Mailing List Archive

Re: regexp performance
[.Cc'ed to the String-SIG; sheesh, what's the point of having SIGs
otherwise?]

Fredrik Lundh writes:
>any special pattern constructs that are in need of per-
>formance improvements? (compared to Perl, that is).

In the 1.5 source tree, I think one major slowdown is coming from the
malloc'ed failure stack. This was introduced in order to prevent an
expression like (x)* from filling the stack when applied to a string
contained 50,000 'x' characters (hence 50,000 recursive function
calls). I'd like to get rid of this stack because it's slow and
requires much tedious patching of the upstream PCRE.

>or maybe anyone has an extensive performance test
>suite for perlish regular expressions? (preferrably based
>on how real people use regular expressions, not only on
>things that are known to be slow if not optimized)

Friedl's book describes several optimizations which aren't implemented
in PCRE. The problem is that PCRE never builds a parse tree, and
parse trees are easy to analyse recursively. Instead, PCRE's
functions actually look at the compiled byte codes (for example, look
at find_firstchar or is_anchored in pypcre.c), but this makes analysis
functions hard to write, and rearranging the code near-impossible.

--
A.M. Kuchling http://starship.python.net/crew/amk/
I didn't say it was my fault. I said it was my responsibility. I know the
difference.
-- Rose Walker, in SANDMAN #60: "The Kindly Ones:4"
RE: [String-SIG] Re: regexp performance [ In reply to ]
[Andrew M. Kuchling]
> ...
> Friedl's book describes several optimizations which aren't implemented
> in PCRE. The problem is that PCRE never builds a parse tree, and
> parse trees are easy to analyse recursively. Instead, PCRE's
> functions actually look at the compiled byte codes (for example, look
> at find_firstchar or is_anchored in pypcre.c), but this makes analysis
> functions hard to write, and rearranging the code near-impossible.
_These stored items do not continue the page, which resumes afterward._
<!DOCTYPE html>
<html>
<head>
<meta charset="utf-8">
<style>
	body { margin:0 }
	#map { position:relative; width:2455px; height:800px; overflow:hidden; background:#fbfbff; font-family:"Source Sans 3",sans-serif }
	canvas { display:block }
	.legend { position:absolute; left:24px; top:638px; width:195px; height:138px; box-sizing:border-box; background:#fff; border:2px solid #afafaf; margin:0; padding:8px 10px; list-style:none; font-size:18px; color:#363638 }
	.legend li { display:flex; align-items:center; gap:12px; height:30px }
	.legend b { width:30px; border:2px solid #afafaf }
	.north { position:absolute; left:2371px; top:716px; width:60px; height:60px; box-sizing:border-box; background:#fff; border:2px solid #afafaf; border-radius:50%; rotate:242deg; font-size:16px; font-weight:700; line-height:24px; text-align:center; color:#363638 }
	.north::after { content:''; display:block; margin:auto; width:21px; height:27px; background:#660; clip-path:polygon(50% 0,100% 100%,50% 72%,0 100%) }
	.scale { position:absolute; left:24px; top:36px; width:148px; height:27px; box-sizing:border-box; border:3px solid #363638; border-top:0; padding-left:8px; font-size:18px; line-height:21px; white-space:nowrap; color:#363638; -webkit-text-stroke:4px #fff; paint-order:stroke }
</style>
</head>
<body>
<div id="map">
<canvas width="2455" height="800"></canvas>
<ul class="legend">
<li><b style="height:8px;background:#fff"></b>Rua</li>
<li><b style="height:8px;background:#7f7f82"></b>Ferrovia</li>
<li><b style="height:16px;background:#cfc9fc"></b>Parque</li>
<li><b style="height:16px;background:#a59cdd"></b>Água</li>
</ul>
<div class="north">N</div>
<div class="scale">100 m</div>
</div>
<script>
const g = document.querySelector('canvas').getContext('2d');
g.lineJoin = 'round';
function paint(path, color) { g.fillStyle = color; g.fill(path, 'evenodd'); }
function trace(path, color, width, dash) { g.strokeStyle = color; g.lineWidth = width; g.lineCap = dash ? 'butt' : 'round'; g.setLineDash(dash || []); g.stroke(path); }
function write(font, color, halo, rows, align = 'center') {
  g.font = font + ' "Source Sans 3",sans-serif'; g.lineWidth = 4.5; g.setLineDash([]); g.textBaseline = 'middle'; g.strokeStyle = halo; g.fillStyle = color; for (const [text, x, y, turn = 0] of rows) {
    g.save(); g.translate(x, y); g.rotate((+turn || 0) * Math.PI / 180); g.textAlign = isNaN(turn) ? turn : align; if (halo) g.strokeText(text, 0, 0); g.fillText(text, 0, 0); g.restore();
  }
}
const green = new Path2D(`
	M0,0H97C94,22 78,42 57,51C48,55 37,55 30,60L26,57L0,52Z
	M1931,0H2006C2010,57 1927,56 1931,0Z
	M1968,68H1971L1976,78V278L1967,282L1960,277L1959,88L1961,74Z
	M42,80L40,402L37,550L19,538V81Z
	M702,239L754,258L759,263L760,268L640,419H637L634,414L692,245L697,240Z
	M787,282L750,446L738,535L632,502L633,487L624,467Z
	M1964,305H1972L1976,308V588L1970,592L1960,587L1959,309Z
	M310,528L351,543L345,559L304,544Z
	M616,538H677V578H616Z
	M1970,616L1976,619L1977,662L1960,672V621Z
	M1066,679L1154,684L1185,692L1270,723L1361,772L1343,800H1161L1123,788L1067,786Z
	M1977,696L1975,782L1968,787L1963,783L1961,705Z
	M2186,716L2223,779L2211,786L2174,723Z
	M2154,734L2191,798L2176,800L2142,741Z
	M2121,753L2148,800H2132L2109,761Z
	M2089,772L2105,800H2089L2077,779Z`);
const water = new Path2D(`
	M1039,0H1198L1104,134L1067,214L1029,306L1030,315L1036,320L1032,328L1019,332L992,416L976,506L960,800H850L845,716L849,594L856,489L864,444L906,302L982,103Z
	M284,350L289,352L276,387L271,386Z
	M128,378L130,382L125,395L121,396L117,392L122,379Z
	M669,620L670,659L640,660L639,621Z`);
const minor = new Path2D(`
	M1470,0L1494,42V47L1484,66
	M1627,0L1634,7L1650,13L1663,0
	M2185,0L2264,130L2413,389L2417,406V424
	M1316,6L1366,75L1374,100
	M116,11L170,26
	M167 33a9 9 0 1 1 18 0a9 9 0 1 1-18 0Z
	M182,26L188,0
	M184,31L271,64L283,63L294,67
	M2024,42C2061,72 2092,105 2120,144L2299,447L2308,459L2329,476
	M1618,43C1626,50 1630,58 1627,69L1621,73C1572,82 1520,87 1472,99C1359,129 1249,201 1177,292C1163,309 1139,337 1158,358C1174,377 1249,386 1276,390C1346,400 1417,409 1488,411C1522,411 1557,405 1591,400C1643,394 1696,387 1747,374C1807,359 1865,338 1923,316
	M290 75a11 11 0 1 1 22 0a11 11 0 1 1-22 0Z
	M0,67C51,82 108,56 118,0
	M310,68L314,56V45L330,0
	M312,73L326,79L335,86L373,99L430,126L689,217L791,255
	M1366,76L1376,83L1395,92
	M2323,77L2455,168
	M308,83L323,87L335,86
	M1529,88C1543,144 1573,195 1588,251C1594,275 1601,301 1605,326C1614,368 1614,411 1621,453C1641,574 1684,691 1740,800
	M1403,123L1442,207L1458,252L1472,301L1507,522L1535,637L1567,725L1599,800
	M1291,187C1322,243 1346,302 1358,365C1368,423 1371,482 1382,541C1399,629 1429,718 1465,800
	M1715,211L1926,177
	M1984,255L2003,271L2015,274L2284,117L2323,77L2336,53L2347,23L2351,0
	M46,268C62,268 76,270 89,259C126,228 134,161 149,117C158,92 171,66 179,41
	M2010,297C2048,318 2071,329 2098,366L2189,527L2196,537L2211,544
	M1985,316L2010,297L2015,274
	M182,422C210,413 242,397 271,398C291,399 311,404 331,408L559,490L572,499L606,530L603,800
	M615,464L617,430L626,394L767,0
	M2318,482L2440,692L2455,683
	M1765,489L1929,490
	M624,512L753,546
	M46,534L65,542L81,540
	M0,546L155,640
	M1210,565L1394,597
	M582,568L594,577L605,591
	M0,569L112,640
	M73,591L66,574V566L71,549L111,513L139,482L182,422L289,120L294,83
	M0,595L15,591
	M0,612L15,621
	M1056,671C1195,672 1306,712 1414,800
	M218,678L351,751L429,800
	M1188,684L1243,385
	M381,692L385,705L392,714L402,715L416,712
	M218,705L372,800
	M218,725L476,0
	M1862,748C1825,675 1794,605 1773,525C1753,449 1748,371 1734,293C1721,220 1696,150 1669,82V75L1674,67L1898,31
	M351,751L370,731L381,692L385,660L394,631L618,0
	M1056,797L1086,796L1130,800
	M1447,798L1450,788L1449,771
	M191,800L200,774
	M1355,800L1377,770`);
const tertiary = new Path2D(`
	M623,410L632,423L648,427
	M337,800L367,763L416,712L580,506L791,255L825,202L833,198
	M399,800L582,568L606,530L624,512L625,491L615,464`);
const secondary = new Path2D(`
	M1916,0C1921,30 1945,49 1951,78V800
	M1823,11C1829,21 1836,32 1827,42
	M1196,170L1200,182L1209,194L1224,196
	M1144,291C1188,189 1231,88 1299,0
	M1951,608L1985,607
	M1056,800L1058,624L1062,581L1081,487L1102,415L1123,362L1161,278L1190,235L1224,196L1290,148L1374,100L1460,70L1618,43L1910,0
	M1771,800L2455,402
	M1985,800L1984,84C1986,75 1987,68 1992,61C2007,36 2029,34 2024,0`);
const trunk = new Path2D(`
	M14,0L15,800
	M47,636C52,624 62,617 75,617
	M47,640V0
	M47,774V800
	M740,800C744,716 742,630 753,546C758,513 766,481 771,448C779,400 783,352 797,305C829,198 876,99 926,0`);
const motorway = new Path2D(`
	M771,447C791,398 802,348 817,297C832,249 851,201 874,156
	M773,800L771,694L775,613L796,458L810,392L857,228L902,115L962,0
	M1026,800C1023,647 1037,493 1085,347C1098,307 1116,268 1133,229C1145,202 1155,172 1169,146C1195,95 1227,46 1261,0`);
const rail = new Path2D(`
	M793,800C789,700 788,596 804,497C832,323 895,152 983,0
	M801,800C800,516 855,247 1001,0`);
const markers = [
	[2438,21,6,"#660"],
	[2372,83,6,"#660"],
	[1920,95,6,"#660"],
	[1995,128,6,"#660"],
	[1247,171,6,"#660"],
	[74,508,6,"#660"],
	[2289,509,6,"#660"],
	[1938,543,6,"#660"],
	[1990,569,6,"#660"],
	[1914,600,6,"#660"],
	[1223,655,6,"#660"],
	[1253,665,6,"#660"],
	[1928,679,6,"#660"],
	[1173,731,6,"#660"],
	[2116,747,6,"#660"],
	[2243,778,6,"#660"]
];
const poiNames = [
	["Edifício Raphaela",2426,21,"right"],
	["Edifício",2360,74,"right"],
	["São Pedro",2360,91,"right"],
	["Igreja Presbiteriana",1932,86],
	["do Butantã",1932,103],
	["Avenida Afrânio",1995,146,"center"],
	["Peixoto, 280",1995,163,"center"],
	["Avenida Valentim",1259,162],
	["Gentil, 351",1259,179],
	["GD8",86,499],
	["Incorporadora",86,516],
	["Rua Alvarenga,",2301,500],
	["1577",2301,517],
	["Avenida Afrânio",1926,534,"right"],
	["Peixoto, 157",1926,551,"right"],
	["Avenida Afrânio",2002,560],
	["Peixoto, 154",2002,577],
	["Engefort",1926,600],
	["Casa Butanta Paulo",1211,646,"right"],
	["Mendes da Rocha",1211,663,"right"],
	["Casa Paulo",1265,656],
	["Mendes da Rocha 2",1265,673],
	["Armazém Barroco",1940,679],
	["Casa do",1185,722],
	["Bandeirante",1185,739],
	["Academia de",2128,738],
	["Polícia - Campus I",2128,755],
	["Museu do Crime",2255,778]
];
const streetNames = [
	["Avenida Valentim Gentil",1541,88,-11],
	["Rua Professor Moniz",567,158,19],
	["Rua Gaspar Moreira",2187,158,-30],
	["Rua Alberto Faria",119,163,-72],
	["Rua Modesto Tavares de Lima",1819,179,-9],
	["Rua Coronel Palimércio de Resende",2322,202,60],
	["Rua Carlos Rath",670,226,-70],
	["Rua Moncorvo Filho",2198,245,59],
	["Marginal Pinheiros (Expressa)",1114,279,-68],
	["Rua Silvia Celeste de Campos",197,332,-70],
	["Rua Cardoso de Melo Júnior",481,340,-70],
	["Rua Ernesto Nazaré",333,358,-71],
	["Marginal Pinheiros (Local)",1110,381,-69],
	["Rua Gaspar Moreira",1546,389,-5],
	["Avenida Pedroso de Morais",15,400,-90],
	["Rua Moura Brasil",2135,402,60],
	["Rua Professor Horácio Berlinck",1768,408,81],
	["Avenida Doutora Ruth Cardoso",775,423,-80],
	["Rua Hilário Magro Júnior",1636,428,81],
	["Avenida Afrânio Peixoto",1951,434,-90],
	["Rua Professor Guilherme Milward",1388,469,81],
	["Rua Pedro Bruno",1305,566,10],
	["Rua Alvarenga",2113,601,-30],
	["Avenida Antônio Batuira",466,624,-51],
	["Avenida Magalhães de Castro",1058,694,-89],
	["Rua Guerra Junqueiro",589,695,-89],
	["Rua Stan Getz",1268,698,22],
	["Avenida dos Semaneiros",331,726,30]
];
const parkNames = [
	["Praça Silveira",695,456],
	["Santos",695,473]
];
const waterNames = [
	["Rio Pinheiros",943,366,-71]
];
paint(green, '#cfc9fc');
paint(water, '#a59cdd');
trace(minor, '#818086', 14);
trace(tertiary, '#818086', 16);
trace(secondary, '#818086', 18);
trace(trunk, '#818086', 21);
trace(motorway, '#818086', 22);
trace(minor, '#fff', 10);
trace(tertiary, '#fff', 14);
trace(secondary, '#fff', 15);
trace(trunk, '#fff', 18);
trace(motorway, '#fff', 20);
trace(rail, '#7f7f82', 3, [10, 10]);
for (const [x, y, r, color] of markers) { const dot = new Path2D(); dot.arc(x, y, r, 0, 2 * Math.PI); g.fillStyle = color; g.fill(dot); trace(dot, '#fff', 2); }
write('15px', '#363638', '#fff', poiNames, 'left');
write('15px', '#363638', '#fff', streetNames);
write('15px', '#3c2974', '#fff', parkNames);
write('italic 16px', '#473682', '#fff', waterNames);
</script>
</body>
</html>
This is wonderfully & ironically Pythonic. That is, the Python compiler
itself goes straight to byte code, and the optimization that's done works at
the latter low level. Luckily <wink>, very little optimization is
attempted, and what's there only replaces one bytecode with another of the
same length. If it tried to do more, it would have to rearrange the code
...

the-more-things-differ-the-more-things-don't-ly y'rs - tim
Re: RE: [String-SIG] Re: regexp performance [ In reply to ]
Tim Peters <tim_one@email.msn.com> wrote:
> > The problem is that PCRE never builds a parse tree, and
> > parse trees are easy to analyse recursively. Instead, PCRE's
> > functions actually look at the compiled byte codes (for example, look
> > at find_firstchar or is_anchored in pypcre.c), but this makes analysis
> > functions hard to write, and rearranging the code near-impossible.
>
> This is wonderfully & ironically Pythonic. That is, the Python compiler
> itself goes straight to byte code, and the optimization that's done works at
> the latter low level.

yeah, but by some reason, people (including GvR) expect a
regular expression machinery to be more optimized than the
language interpreter ;-)

</F>